Available data:
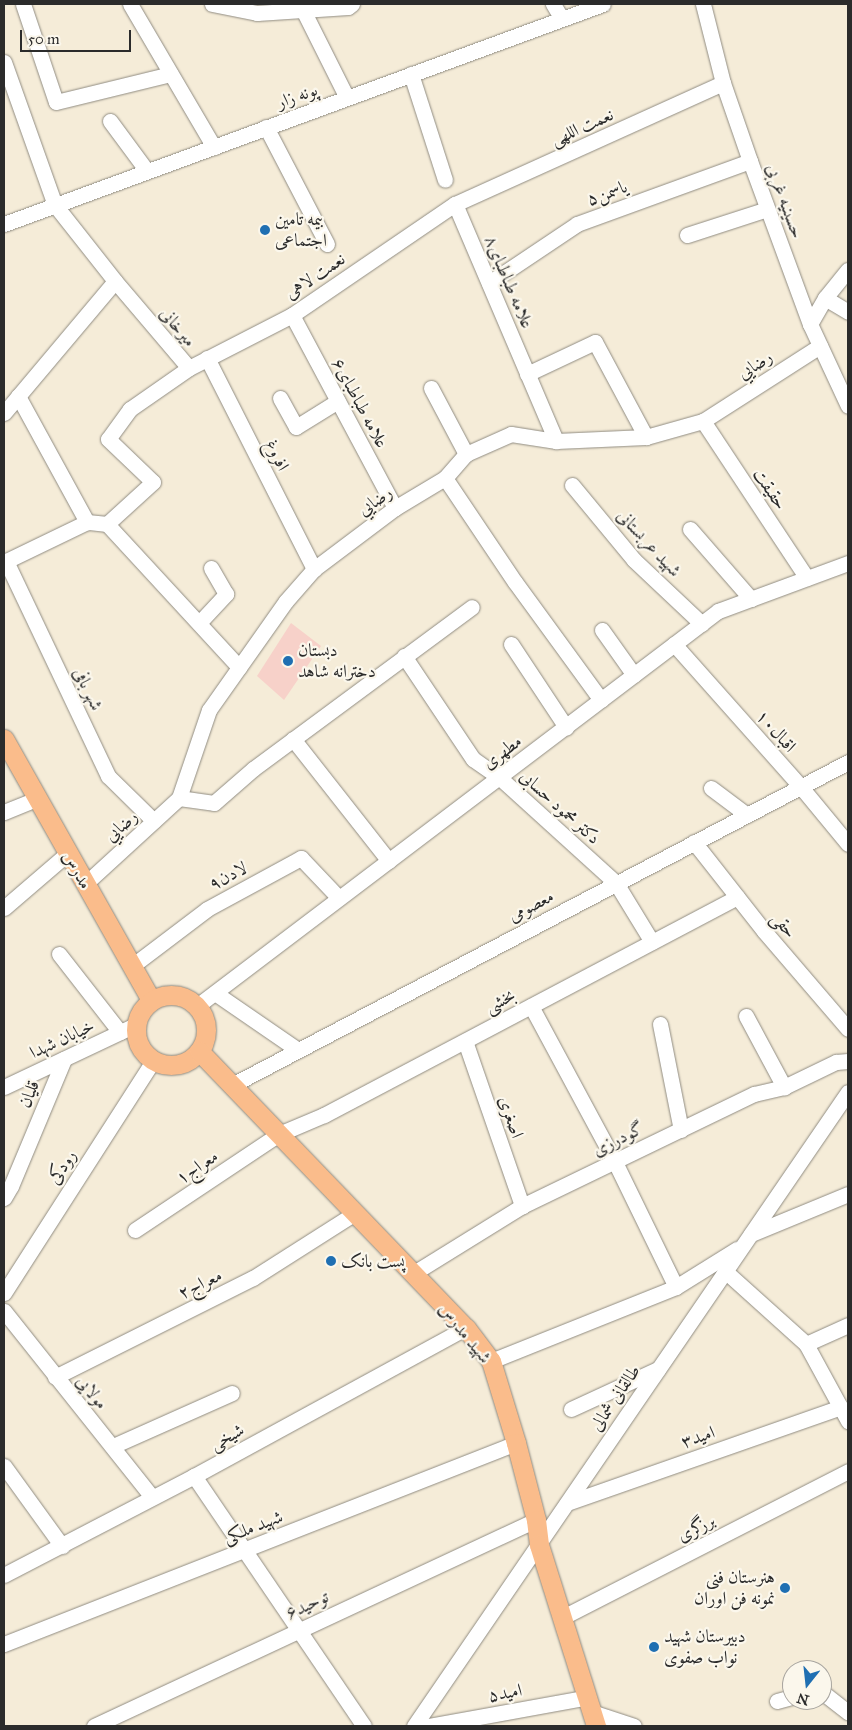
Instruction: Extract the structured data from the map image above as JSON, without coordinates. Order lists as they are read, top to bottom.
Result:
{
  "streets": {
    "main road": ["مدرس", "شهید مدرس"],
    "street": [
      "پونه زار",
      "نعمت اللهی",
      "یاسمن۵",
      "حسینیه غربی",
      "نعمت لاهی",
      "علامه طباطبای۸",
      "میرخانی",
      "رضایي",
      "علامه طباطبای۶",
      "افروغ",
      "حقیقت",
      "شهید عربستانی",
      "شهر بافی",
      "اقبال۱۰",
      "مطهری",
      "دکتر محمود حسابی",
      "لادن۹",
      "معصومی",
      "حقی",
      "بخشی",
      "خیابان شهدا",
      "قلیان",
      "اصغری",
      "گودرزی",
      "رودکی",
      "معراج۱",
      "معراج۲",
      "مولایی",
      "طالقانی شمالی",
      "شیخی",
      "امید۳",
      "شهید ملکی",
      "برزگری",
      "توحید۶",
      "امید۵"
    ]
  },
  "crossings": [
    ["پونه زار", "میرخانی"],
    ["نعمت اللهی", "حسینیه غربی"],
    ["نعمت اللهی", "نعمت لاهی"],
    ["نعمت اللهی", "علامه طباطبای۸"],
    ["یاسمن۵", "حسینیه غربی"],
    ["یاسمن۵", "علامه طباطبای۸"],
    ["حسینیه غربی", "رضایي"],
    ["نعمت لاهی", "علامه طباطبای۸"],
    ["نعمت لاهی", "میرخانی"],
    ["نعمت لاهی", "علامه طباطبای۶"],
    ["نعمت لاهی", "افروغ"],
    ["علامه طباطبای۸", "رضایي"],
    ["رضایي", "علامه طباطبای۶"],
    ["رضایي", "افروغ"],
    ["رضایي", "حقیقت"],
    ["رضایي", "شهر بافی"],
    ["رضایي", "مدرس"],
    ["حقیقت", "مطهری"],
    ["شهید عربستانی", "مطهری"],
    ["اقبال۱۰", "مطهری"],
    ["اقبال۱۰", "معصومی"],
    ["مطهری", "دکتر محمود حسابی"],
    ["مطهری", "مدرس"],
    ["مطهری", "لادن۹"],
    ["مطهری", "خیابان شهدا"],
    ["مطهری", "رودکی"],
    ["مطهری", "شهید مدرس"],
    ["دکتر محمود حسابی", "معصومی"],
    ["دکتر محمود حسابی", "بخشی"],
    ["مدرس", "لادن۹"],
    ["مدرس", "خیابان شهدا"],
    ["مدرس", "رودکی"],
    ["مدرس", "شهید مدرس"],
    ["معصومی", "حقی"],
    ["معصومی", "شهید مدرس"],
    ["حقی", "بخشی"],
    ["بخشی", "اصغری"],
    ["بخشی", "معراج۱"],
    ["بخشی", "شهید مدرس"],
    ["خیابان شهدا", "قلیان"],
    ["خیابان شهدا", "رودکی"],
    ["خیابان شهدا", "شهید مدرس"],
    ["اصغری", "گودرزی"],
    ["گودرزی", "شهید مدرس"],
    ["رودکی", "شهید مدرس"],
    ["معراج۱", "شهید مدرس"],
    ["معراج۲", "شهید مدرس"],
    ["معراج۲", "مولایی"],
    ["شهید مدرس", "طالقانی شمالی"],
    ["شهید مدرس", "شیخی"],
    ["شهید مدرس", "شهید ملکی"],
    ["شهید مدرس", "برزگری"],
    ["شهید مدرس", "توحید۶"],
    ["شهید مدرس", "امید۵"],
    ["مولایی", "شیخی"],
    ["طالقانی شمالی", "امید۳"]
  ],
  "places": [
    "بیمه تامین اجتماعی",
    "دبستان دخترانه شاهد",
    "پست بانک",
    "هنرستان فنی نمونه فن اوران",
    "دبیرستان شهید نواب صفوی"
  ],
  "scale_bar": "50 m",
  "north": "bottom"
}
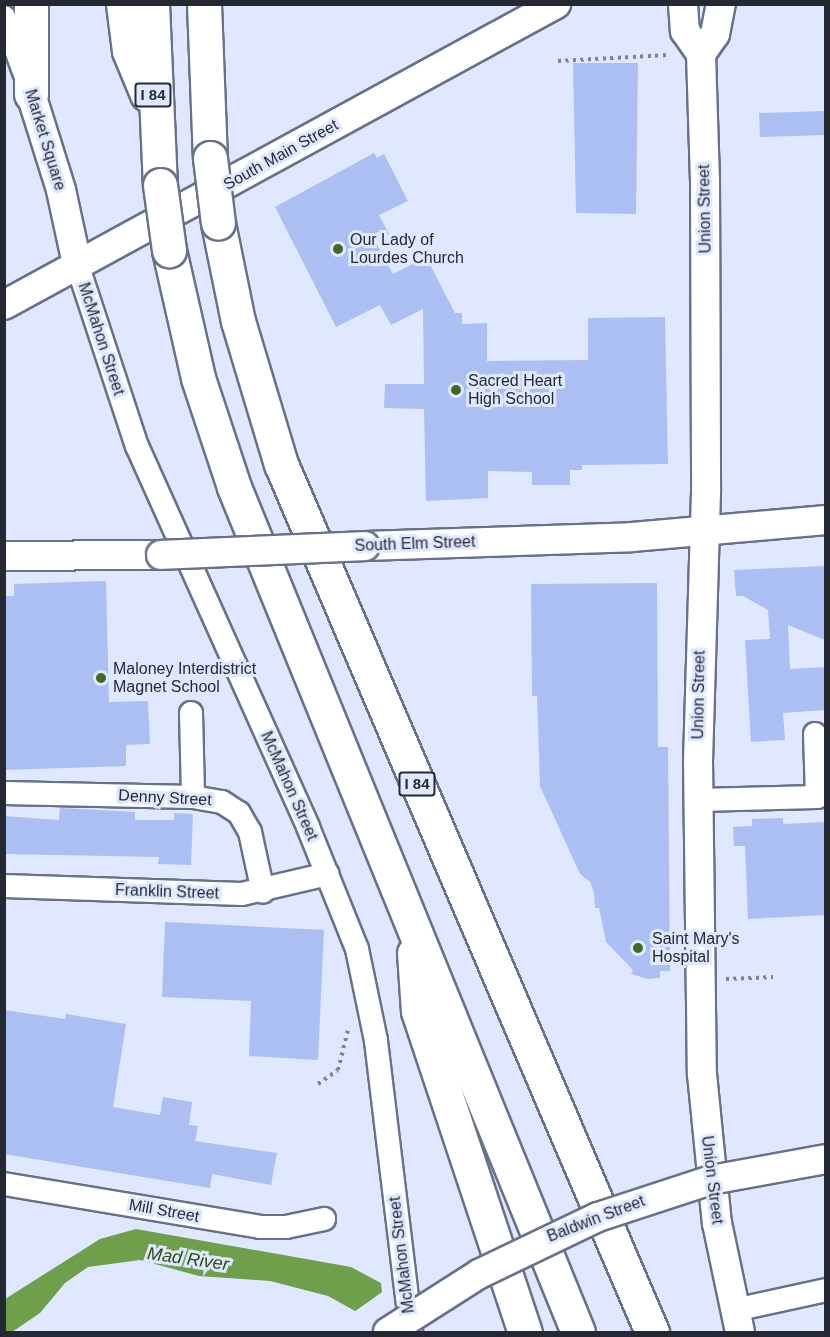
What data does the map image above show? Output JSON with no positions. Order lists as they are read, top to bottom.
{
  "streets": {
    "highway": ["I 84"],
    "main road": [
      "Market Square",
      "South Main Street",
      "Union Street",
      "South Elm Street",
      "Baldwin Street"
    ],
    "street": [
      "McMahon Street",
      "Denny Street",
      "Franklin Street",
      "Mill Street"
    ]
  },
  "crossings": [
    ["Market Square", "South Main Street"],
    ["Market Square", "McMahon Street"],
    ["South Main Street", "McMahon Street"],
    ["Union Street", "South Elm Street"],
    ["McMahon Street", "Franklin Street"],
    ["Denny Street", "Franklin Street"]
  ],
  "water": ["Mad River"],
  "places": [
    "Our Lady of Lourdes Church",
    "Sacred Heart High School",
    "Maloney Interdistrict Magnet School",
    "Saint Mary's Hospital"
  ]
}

Exercise: Establish how many lines of the material above hold the word "لاهی". Nothing but the count should be returned.

Result: 6